Charging at home means cheaper and greener driving. But how do you charge your electric car if you don’t have off-street parking or a driveway? If you can’t have a EV home charger installed, will an EV be less convenient and more expensive to charge?
A variety of solutions are emerging to help the 40% of homes without off-street parking switch conveniently to an electric car. So what are the options if you don’t have off-street parking?
1. Can I run my charging cable across a pavement?
If you can normally park close to your home, you might be tempted to run a cable across the pavement. There are products and set-ups that will ensure you run cables safely. But as many pavements are already cluttered with bins, recycling boxes, bikes and badly parked cars – cables are yet another potential hazard for pedestrians, wheelchair users and people with buggies. So it is understandable that many councils are urging against it.
If you can’t go over it, maybe you can go under it. Green Mole is looking to scale up a service that can actually create a tiny tunnel from your terraced house to your parking space big enough to house a charger cable, without digging anything up. But at a guide price of £3000, that’s a big extra sum for any household to commit to their electric motoring.
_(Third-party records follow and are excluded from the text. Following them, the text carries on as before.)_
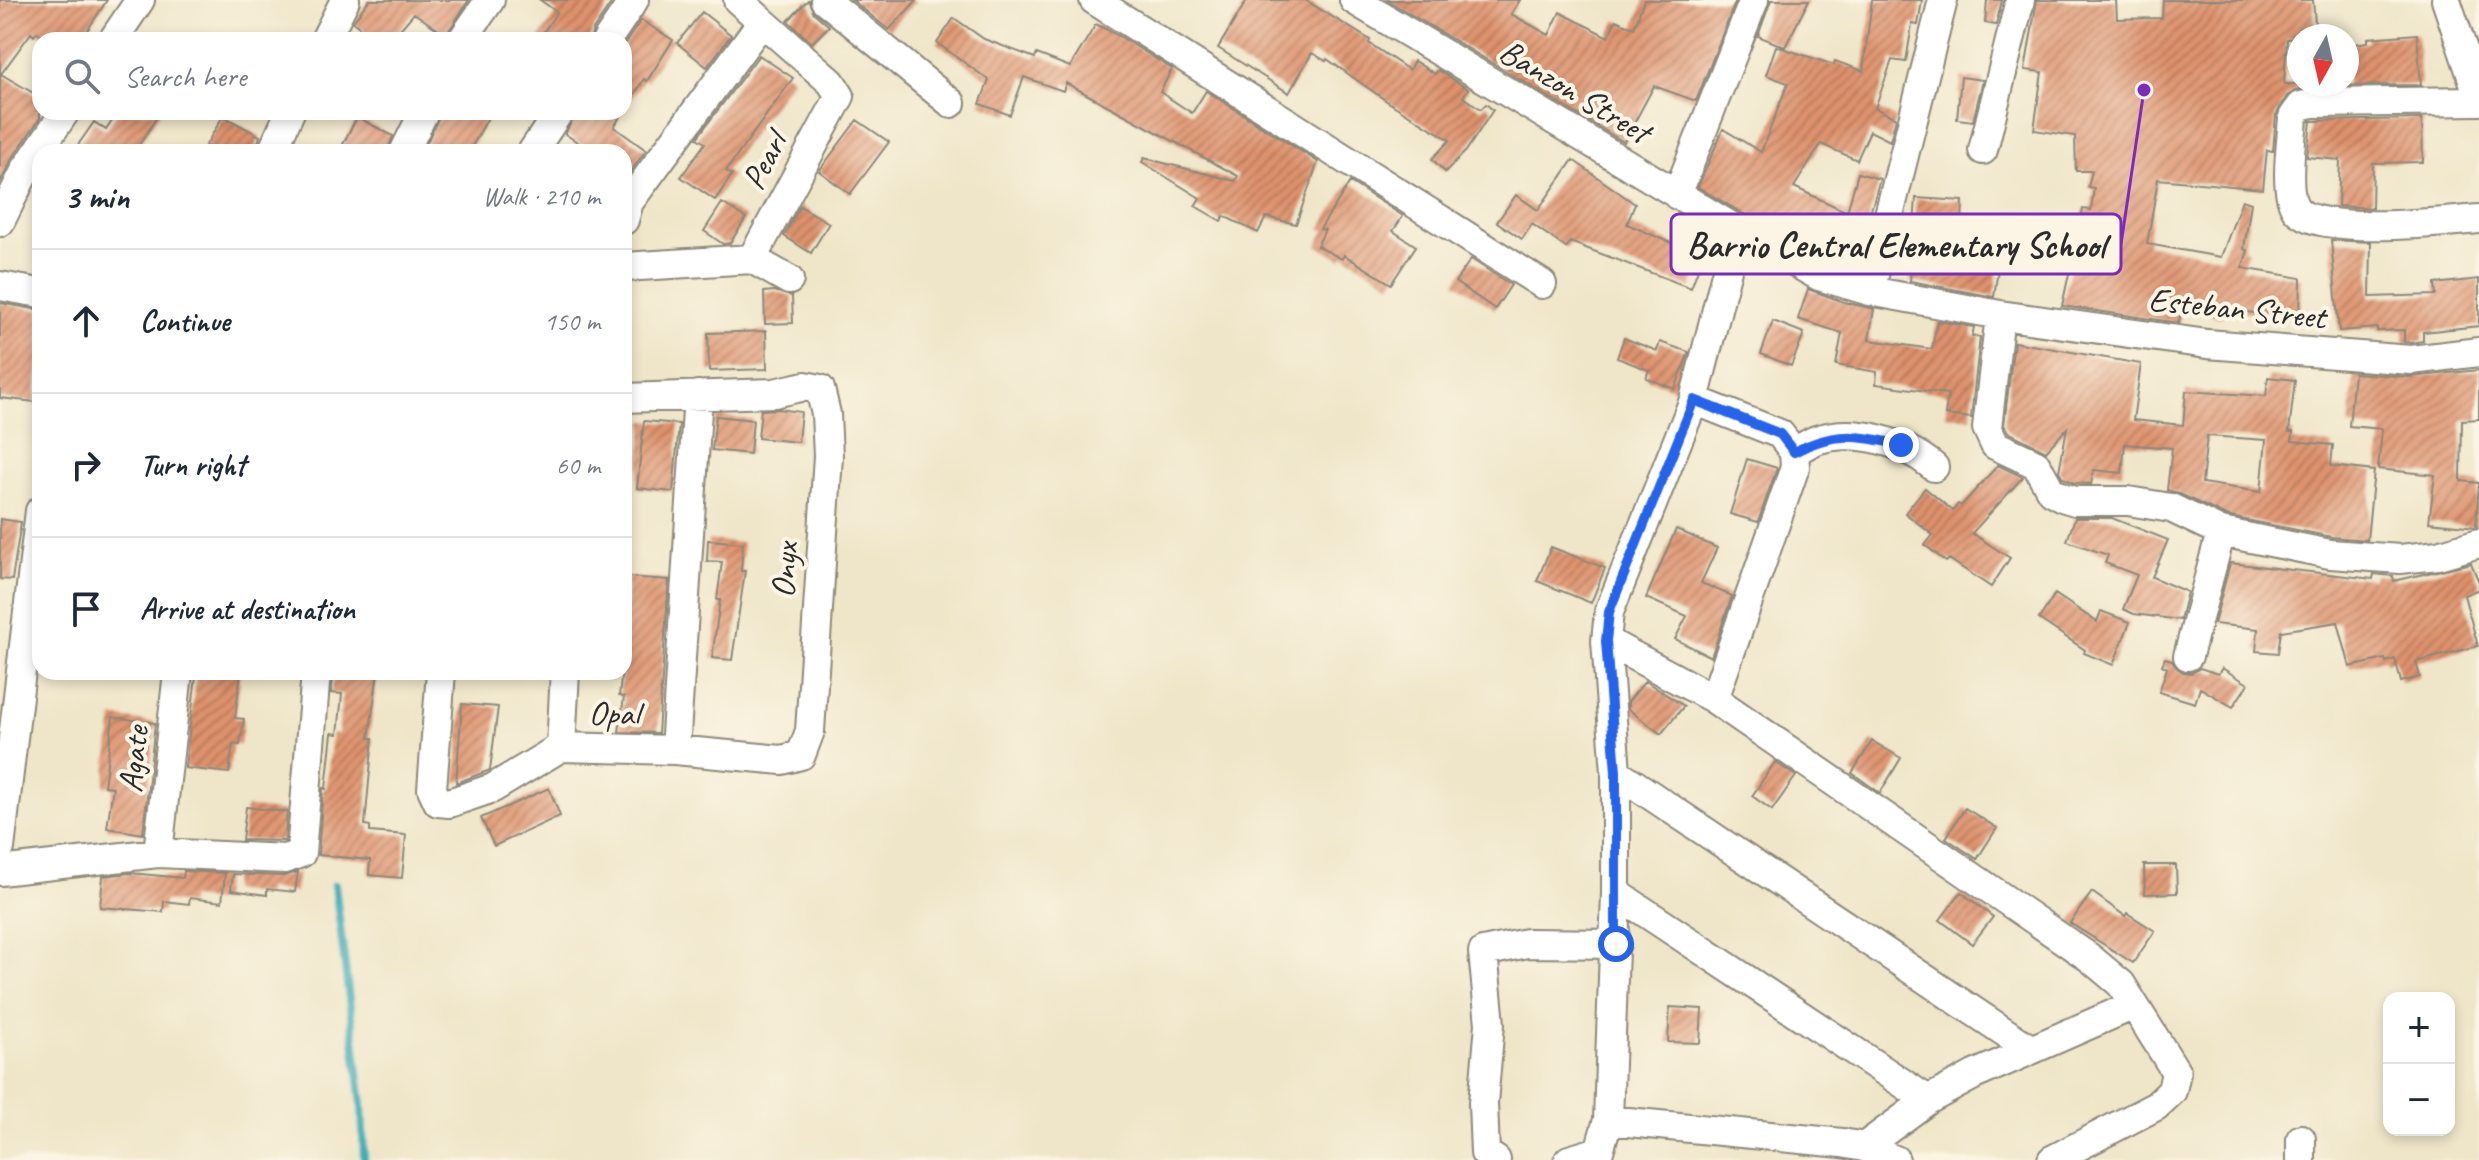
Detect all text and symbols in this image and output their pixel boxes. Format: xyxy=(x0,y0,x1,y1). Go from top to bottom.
north arrow xyxy=(2287,24,2359,96)
street label: Banzon Street xyxy=(1492,29,1662,155)
search box xyxy=(32,32,632,120)
icon: search xyxy=(60,54,104,98)
text: Search here xyxy=(124,57,246,95)
street label: Pearl xyxy=(731,120,799,197)
text: 3 min xyxy=(64,175,129,218)
text: Walk · 210 m xyxy=(483,180,600,213)
callout: Barrio Central Elementary School xyxy=(1671,214,2121,274)
text: Barrio Central Elementary School xyxy=(1687,222,2112,268)
street label: Esteban Street xyxy=(2147,277,2331,339)
icon: ahead xyxy=(64,299,108,343)
text: Continue xyxy=(140,302,230,340)
text: 150 m xyxy=(544,305,600,338)
route end xyxy=(1883,427,1919,463)
icon: right xyxy=(64,443,108,487)
text: Turn right xyxy=(140,446,245,484)
text: 60 m xyxy=(556,449,600,482)
street label: Onyx xyxy=(761,539,808,599)
icon: arrive xyxy=(64,587,108,631)
text: Arrive at destination xyxy=(140,590,355,628)
street label: Opal xyxy=(588,691,646,735)
street label: Agate xyxy=(108,722,158,794)
route start xyxy=(1598,926,1634,962)
map controls xyxy=(2383,992,2455,1136)
button: + xyxy=(2383,992,2455,1064)
button: − xyxy=(2383,1064,2455,1136)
2. Get EV charging while you’re at work
If you drive to work, charging there makes perfect sense. Your employer can install a charge point by making use of the Government’s Workplace charging scheme. Charging at work is both an (untaxable) perk for employees and will reduce the carbon impact of their business. And while you’re speaking to your boss, it may be good to throw in the idea of starting a salary sacrifice scheme for electric cars.
Find an EV that fits
3. Neighbourhood charger sharing
If you’ve got an EV-driving neighbour with a driveway, maybe they would rent their charger out to you? Check out Co-Charger who match up local charger hosts with nearby ‘chargees’. It may cost more than charging at your own home, but cheaper and more convenient than public charging and you don’t have the upfront expense of buying your own charger.
A co-charger who ‘hosts’ four neighbours will make anything from £400 to £1,000 a year, depending on their EV tariff. Businesses can also use the app to monetise chargers in their car parks during closed hours. A similar service aimed at fleet drivers is being launched by JustPark and Octopus. JustPark also let you filter by EV charging while you book a parking spot for any location.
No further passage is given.